» **WORK TO BE COMPLETED**
Only the text belongs in the copy. Transcribe the data exactly and drop any pictures.

» **SUPPLIED RECORDS**
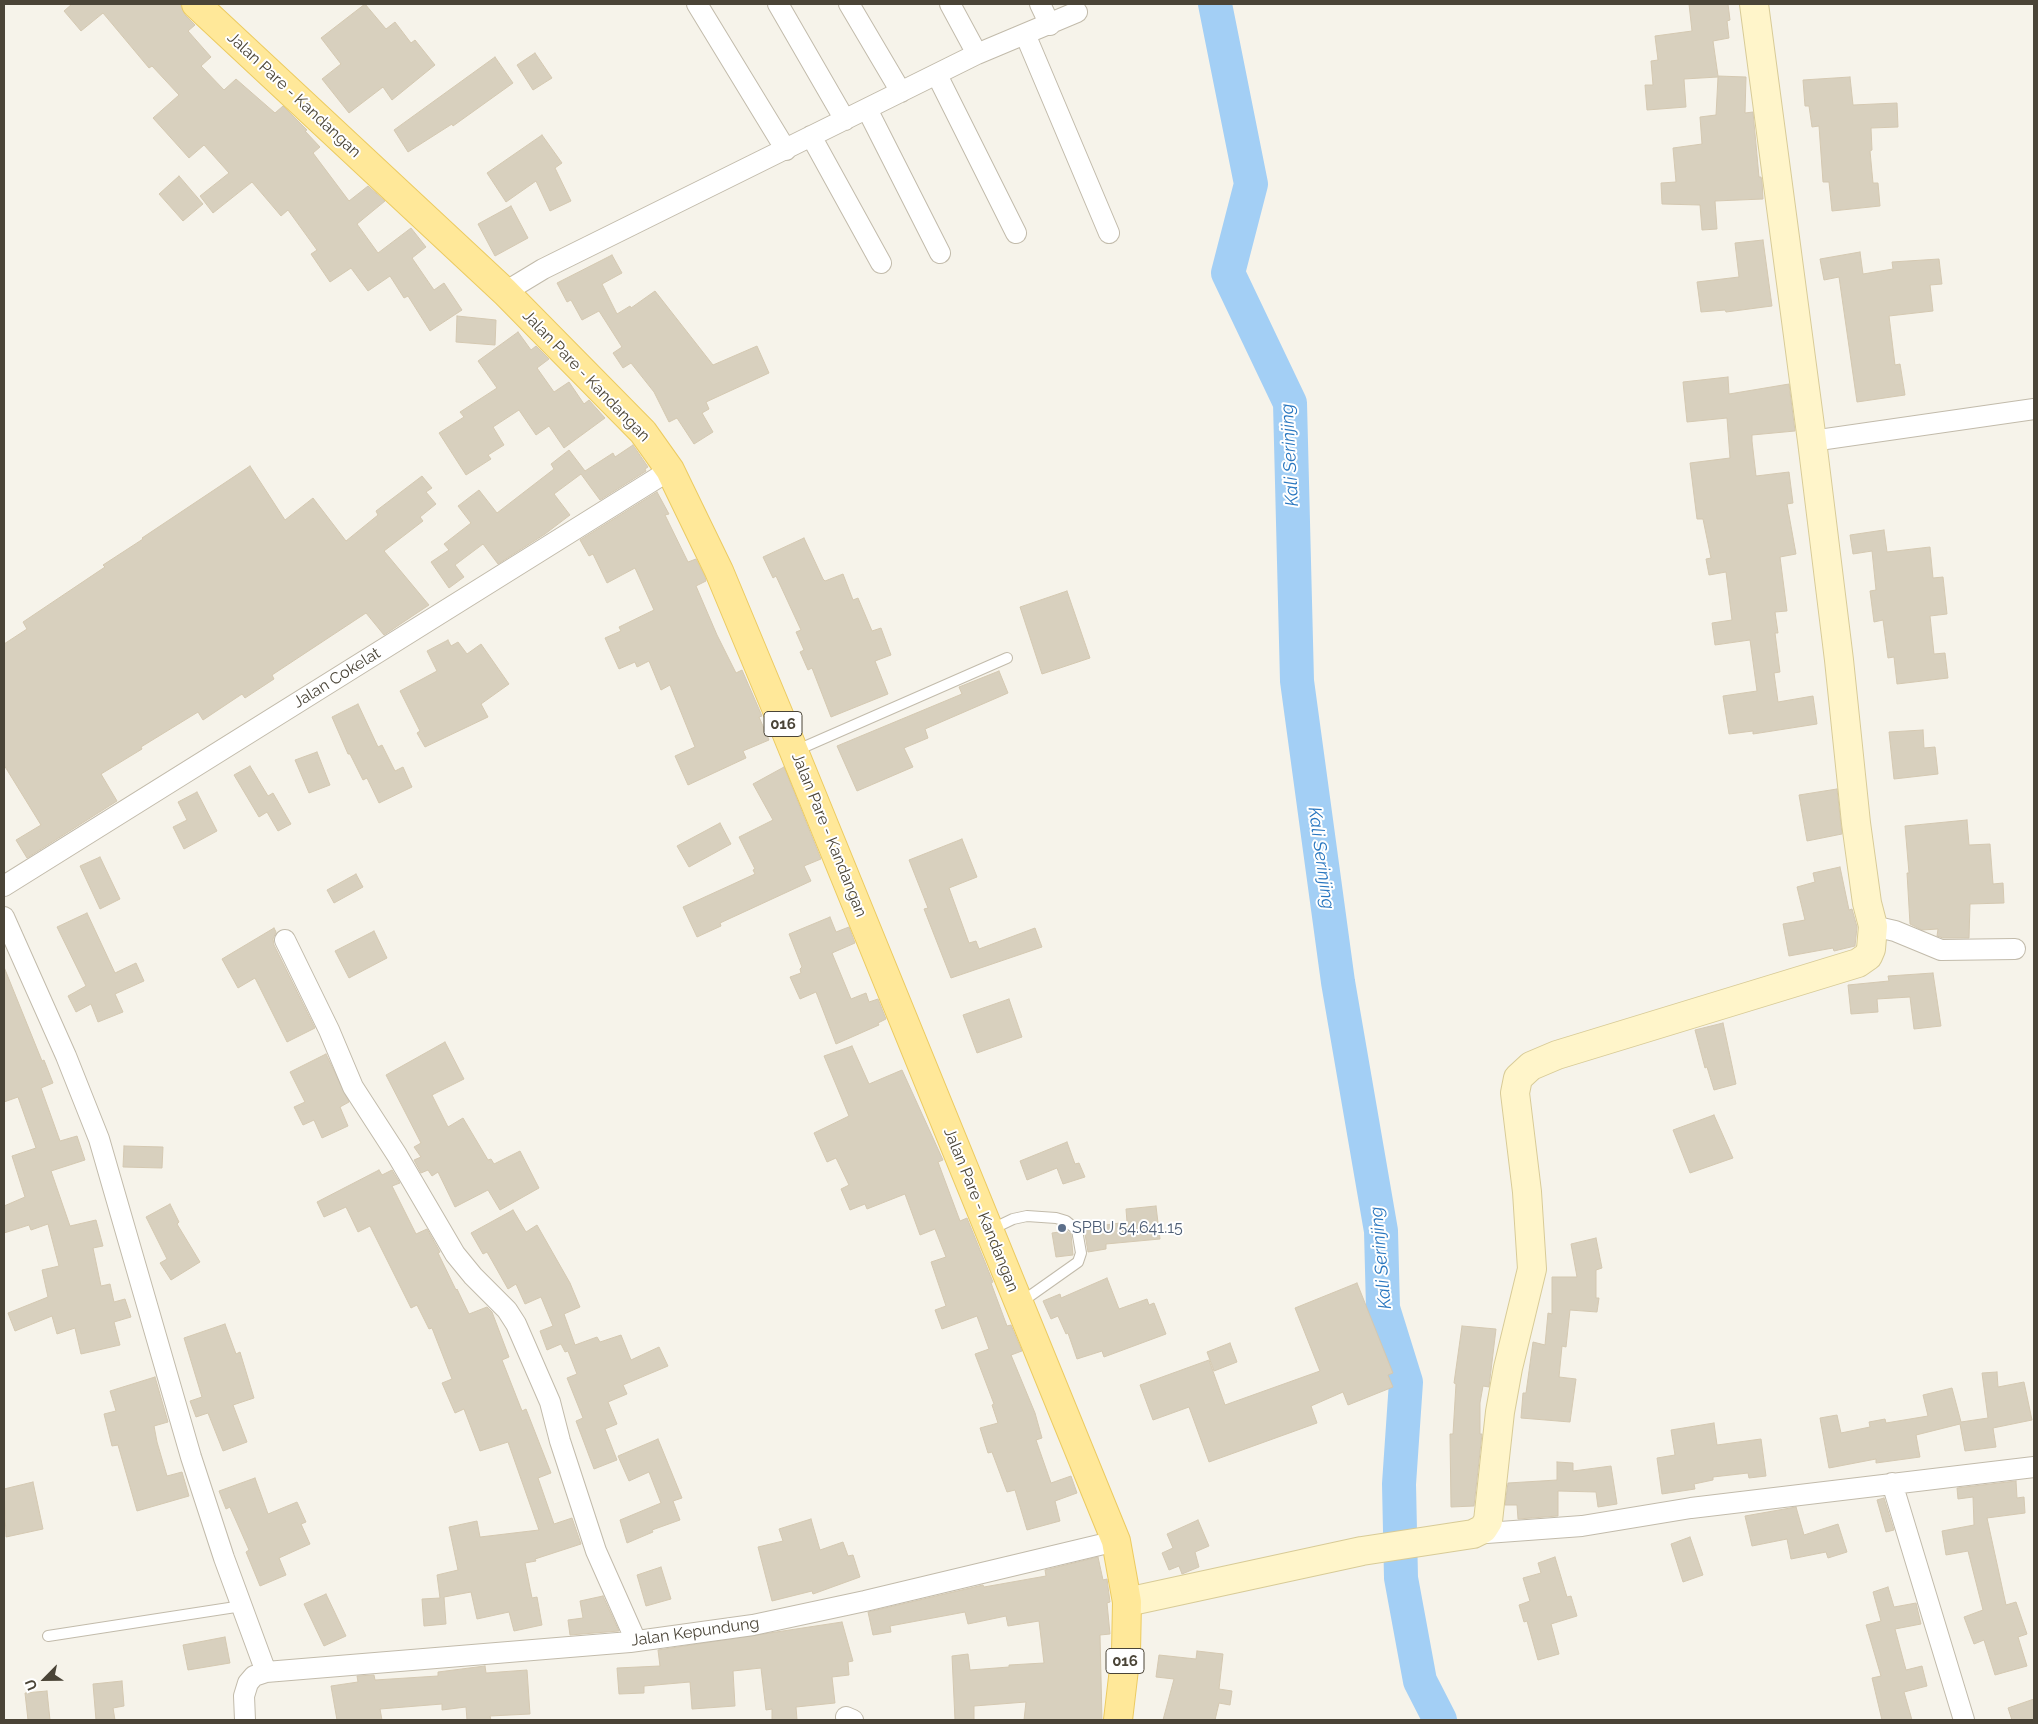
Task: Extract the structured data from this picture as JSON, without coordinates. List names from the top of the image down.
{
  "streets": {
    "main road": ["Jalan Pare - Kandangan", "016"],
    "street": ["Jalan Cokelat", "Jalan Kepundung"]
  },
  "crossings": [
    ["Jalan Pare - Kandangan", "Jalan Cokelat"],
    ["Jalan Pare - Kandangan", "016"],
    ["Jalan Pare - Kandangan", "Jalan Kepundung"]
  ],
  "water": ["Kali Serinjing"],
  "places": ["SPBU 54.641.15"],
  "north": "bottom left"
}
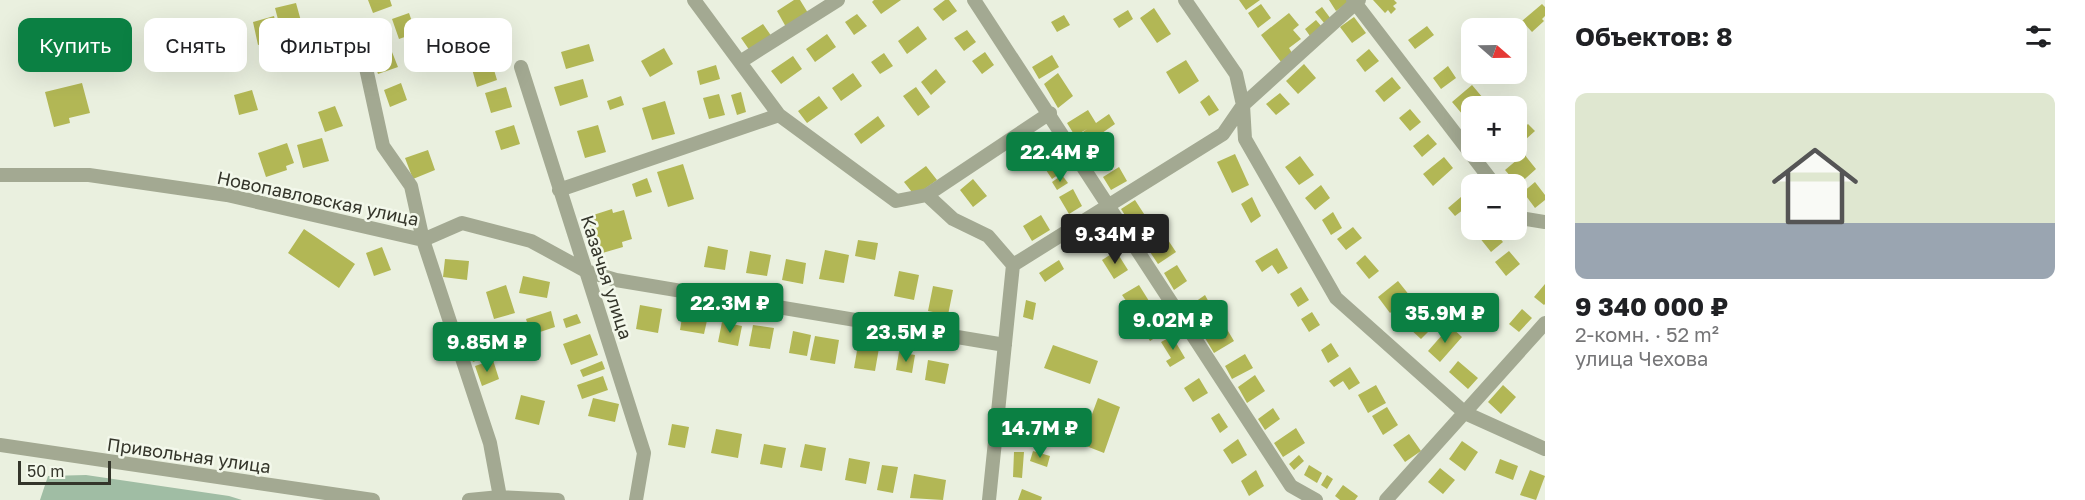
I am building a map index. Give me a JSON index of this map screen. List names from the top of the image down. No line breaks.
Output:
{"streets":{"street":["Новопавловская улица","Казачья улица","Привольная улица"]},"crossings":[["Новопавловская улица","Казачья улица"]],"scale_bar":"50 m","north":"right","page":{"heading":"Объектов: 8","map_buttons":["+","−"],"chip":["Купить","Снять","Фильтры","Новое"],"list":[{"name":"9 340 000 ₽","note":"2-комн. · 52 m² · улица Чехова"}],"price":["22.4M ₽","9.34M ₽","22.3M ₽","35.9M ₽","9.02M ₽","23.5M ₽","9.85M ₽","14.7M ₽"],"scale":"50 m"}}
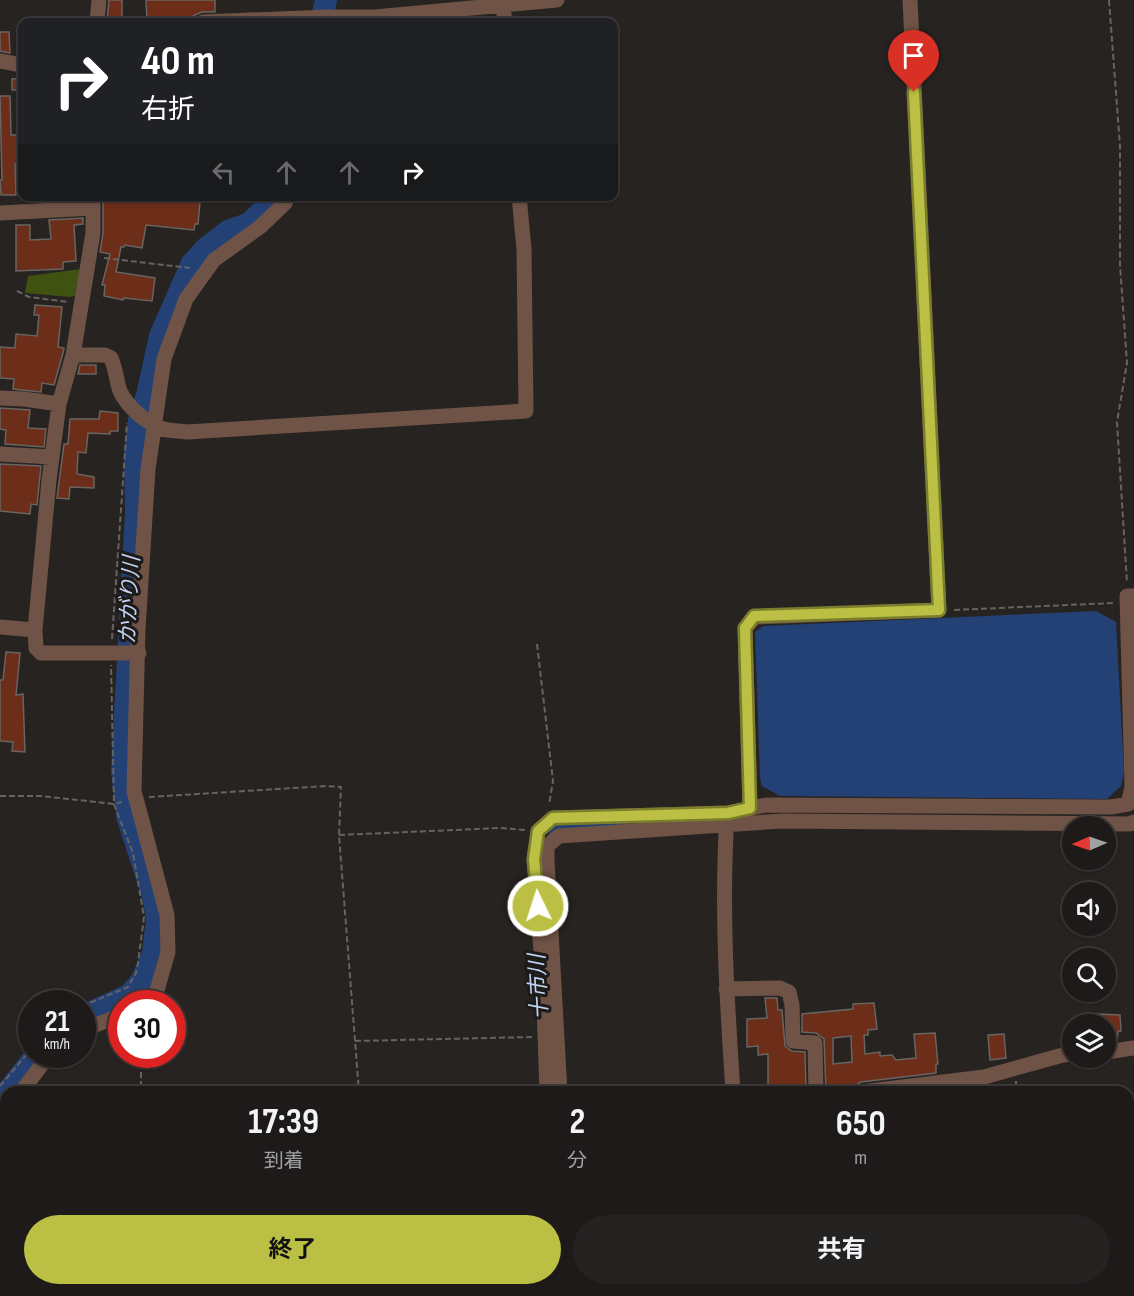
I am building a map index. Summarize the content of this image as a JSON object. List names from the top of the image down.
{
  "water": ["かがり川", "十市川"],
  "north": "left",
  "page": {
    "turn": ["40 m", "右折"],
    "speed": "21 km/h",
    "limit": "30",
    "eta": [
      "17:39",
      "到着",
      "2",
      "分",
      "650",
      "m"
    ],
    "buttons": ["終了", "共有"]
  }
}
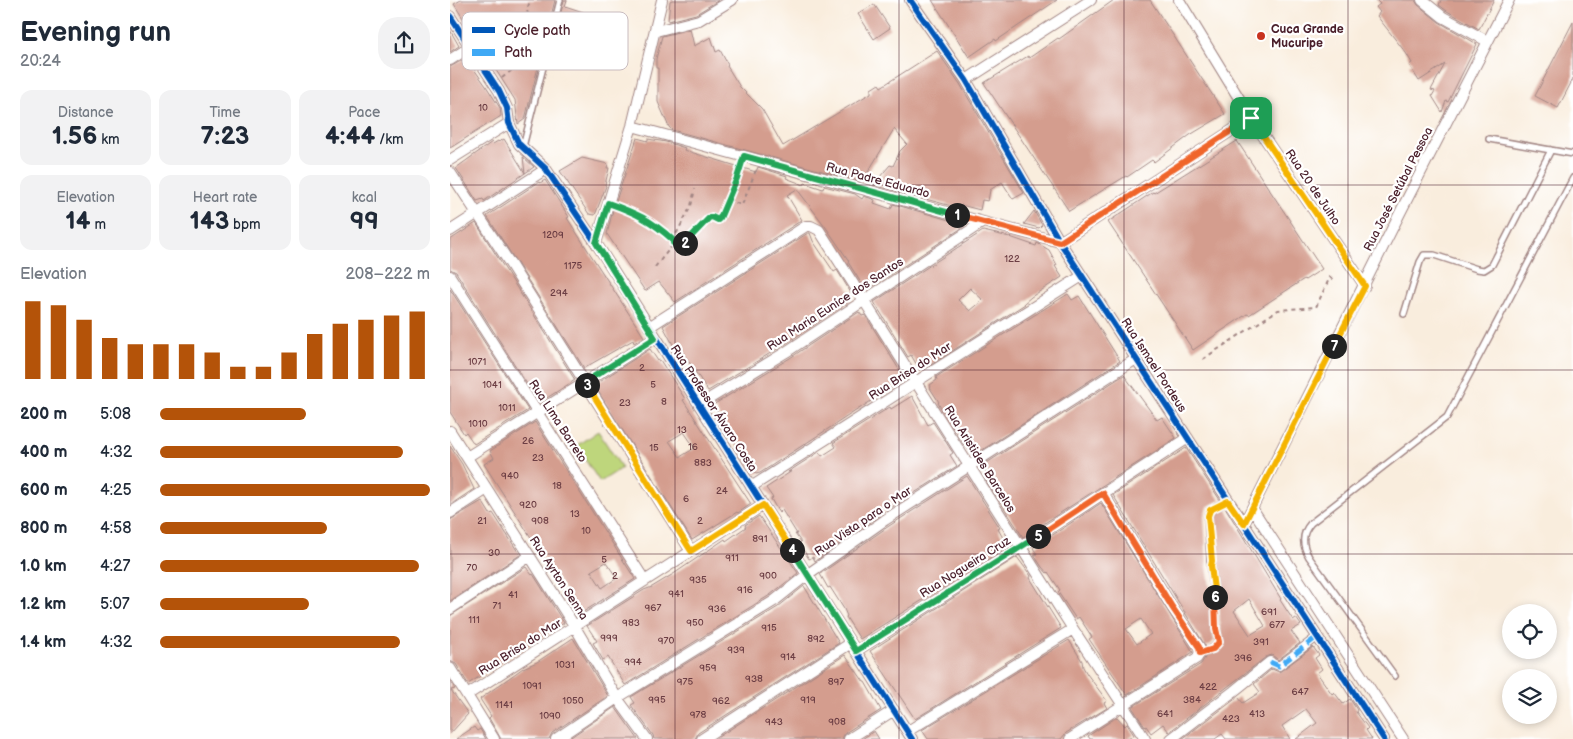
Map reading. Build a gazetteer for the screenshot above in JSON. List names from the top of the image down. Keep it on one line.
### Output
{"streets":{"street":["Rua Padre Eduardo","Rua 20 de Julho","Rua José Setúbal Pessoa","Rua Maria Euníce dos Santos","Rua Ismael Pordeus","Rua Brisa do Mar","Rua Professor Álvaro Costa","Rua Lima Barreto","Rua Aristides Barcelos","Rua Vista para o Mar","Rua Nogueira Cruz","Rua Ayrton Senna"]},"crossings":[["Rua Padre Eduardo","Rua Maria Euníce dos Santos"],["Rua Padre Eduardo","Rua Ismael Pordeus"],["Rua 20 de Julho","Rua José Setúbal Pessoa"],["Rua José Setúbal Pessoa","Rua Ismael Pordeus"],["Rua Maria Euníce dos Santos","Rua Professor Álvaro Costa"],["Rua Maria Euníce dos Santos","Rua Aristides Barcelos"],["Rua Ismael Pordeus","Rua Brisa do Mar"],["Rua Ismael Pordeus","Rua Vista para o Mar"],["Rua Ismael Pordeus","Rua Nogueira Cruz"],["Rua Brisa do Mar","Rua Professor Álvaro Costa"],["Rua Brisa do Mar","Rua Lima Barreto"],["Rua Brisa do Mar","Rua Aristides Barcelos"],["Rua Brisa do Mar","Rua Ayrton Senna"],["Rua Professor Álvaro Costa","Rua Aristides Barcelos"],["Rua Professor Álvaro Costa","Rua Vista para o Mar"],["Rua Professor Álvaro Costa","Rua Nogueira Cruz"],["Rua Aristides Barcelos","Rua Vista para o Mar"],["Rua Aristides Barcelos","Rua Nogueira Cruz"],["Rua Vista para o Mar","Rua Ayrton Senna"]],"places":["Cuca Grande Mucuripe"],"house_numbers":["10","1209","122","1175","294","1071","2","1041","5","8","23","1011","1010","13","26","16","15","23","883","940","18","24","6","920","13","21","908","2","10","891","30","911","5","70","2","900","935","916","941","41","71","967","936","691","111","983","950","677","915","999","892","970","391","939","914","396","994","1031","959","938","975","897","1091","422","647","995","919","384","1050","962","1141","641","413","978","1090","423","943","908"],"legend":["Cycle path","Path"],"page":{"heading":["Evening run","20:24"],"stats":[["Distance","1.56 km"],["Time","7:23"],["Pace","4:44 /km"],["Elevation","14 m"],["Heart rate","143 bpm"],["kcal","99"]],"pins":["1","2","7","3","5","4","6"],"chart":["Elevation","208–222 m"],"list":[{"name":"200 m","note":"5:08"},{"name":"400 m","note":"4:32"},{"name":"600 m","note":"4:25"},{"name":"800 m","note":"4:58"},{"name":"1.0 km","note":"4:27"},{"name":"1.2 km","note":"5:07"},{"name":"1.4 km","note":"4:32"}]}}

» **OUTPUT OF THE EXERCISE**
Task: Extract the structured data from this picture as JSON, without coordinates. List names from the top of the image down.
{
  "streets": {
    "main road": ["Jalan Pare - Kandangan", "016"],
    "street": ["Jalan Cokelat", "Jalan Kepundung"]
  },
  "crossings": [
    ["Jalan Pare - Kandangan", "Jalan Cokelat"],
    ["Jalan Pare - Kandangan", "016"],
    ["Jalan Pare - Kandangan", "Jalan Kepundung"]
  ],
  "water": ["Kali Serinjing"],
  "places": ["SPBU 54.641.15"],
  "north": "bottom left"
}
I am building a map index. Give me a JSON index of this map screen. List names from the top of the image down. No line breaks.
Output:
{"streets":{"street":["Новопавловская улица","Казачья улица","Привольная улица"]},"crossings":[["Новопавловская улица","Казачья улица"]],"scale_bar":"50 m","north":"right","page":{"heading":"Объектов: 8","map_buttons":["+","−"],"chip":["Купить","Снять","Фильтры","Новое"],"list":[{"name":"9 340 000 ₽","note":"2-комн. · 52 m² · улица Чехова"}],"price":["22.4M ₽","9.34M ₽","22.3M ₽","35.9M ₽","9.02M ₽","23.5M ₽","9.85M ₽","14.7M ₽"],"scale":"50 m"}}
I am building a map index. Summarize the content of this image as a JSON object. List names from the top of the image down.
{
  "water": ["かがり川", "十市川"],
  "north": "left",
  "page": {
    "turn": ["40 m", "右折"],
    "speed": "21 km/h",
    "limit": "30",
    "eta": [
      "17:39",
      "到着",
      "2",
      "分",
      "650",
      "m"
    ],
    "buttons": ["終了", "共有"]
  }
}
Map reading. Build a gazetteer for the screenshot above in JSON. List names from the top of the image down. Keep it on one line.
### Output
{"streets":{"street":["Rua Padre Eduardo","Rua 20 de Julho","Rua José Setúbal Pessoa","Rua Maria Euníce dos Santos","Rua Ismael Pordeus","Rua Brisa do Mar","Rua Professor Álvaro Costa","Rua Lima Barreto","Rua Aristides Barcelos","Rua Vista para o Mar","Rua Nogueira Cruz","Rua Ayrton Senna"]},"crossings":[["Rua Padre Eduardo","Rua Maria Euníce dos Santos"],["Rua Padre Eduardo","Rua Ismael Pordeus"],["Rua 20 de Julho","Rua José Setúbal Pessoa"],["Rua José Setúbal Pessoa","Rua Ismael Pordeus"],["Rua Maria Euníce dos Santos","Rua Professor Álvaro Costa"],["Rua Maria Euníce dos Santos","Rua Aristides Barcelos"],["Rua Ismael Pordeus","Rua Brisa do Mar"],["Rua Ismael Pordeus","Rua Vista para o Mar"],["Rua Ismael Pordeus","Rua Nogueira Cruz"],["Rua Brisa do Mar","Rua Professor Álvaro Costa"],["Rua Brisa do Mar","Rua Lima Barreto"],["Rua Brisa do Mar","Rua Aristides Barcelos"],["Rua Brisa do Mar","Rua Ayrton Senna"],["Rua Professor Álvaro Costa","Rua Aristides Barcelos"],["Rua Professor Álvaro Costa","Rua Vista para o Mar"],["Rua Professor Álvaro Costa","Rua Nogueira Cruz"],["Rua Aristides Barcelos","Rua Vista para o Mar"],["Rua Aristides Barcelos","Rua Nogueira Cruz"],["Rua Vista para o Mar","Rua Ayrton Senna"]],"places":["Cuca Grande Mucuripe"],"house_numbers":["10","1209","122","1175","294","1071","2","1041","5","8","23","1011","1010","13","26","16","15","23","883","940","18","24","6","920","13","21","908","2","10","891","30","911","5","70","2","900","935","916","941","41","71","967","936","691","111","983","950","677","915","999","892","970","391","939","914","396","994","1031","959","938","975","897","1091","422","647","995","919","384","1050","962","1141","641","413","978","1090","423","943","908"],"legend":["Cycle path","Path"],"page":{"heading":["Evening run","20:24"],"stats":[["Distance","1.56 km"],["Time","7:23"],["Pace","4:44 /km"],["Elevation","14 m"],["Heart rate","143 bpm"],["kcal","99"]],"pins":["1","2","7","3","5","4","6"],"chart":["Elevation","208–222 m"],"list":[{"name":"200 m","note":"5:08"},{"name":"400 m","note":"4:32"},{"name":"600 m","note":"4:25"},{"name":"800 m","note":"4:58"},{"name":"1.0 km","note":"4:27"},{"name":"1.2 km","note":"5:07"},{"name":"1.4 km","note":"4:32"}]}}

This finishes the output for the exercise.